Posed with the question, "do you think the world is overly worried about Islamic State," Gantz replied:

"The IDF has the wherewithal to defend itself against Islamic State...The Americans created a doctrine they call 'shock and awe' by employing a thousand Tomahawk missiles in Iraq. Islamic State is creating its own 'shock and awe' by beheading innocent people. But I believe we are capable of dealing with and containing this threat, and that is exactly what we should do."

When asked about Hezbollah and its stock of attack drones, Gantz says the militant group has plenty of drones through Iran, and while he's not worried about shooting down planes, his forces are preparing for an all out defensive and a possible takeover of Lebanon.

"We are preparing for the next war, which I have spoken of on multiple occasions. The North poses a bigger challenge. It will require a strong home front, a hard fighting battlefront, and national unity, as we saw during Operation Protective Edge, and we will win.

"We will take Lebanon and knock it back 70 or 80 years, in all areas, and we'll see how that plays out. And it could also turn out that we'll need to capture Lebanese territory. There are no surprises here, but rather things we are preparing for, year after year, season after season, staring the challenge in the eyes."

Gantz believes the current allocated defense budget agreed on by Israeli Prime Minister Benjamin Netanyahu is insufficient to allocate adequate resources, "to train enough, prepare at the borders ... and continue to increase our strength enough to face threats."

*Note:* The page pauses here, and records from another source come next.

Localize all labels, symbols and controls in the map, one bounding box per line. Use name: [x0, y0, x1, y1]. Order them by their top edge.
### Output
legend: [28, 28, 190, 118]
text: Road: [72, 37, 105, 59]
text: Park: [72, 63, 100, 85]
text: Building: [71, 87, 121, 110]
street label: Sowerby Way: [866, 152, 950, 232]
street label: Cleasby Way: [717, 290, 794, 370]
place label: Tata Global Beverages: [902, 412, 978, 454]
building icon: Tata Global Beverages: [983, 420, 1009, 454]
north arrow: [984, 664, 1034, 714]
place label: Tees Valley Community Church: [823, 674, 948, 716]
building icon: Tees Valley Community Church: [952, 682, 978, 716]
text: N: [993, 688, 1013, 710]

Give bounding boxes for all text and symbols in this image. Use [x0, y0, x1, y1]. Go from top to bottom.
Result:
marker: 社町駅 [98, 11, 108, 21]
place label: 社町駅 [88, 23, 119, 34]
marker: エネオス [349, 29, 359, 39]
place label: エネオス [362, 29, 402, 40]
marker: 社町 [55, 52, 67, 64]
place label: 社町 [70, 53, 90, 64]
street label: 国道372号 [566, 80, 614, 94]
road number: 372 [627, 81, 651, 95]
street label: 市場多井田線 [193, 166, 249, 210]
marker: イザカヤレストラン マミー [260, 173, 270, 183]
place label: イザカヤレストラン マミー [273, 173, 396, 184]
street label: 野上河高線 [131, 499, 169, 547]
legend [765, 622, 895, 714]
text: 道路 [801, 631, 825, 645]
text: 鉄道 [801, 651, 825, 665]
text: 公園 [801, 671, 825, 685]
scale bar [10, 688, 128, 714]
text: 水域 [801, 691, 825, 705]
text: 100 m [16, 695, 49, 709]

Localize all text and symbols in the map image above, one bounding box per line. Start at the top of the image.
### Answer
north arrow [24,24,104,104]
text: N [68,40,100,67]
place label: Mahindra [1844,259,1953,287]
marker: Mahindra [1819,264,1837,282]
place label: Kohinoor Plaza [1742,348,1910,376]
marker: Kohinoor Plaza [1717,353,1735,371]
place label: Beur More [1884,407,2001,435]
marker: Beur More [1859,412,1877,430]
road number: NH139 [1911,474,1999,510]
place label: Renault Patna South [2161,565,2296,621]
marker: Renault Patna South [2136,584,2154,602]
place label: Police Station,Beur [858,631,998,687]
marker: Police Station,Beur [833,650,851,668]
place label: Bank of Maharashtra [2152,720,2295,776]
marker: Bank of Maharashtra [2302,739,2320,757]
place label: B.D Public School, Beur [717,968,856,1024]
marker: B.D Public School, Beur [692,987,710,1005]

Despite billions of dollars being channelled towards defense establishment over education, welfare and health resources, Gantz says the spending is justified in the face of the growing militant groups.

"Our security challenges here are no less complicated, and perhaps even more complicated than they once were. I don't suggest looking solely at the fact that we no longer have traditional standing armies against us. We've seen that all kinds of far off countries send armies to distant places and it could be that one day we'll have to face this as well."

Gantz concluded the interview by urging vigilance on Isis and keeping watchful of the militant group's moves.

"The only thing standing between us and ISIS right now is that they are currently busy with more urgent matters. I suggest we not fall asleep on our watch strategically. I know that there's no chance that the IDF and the defense establishment will get every shekel we ask for. We are not pigs and we're aware of the limitations. But our job is to explain the risks and to provide operational standards, training, and preparedness," said Gantz.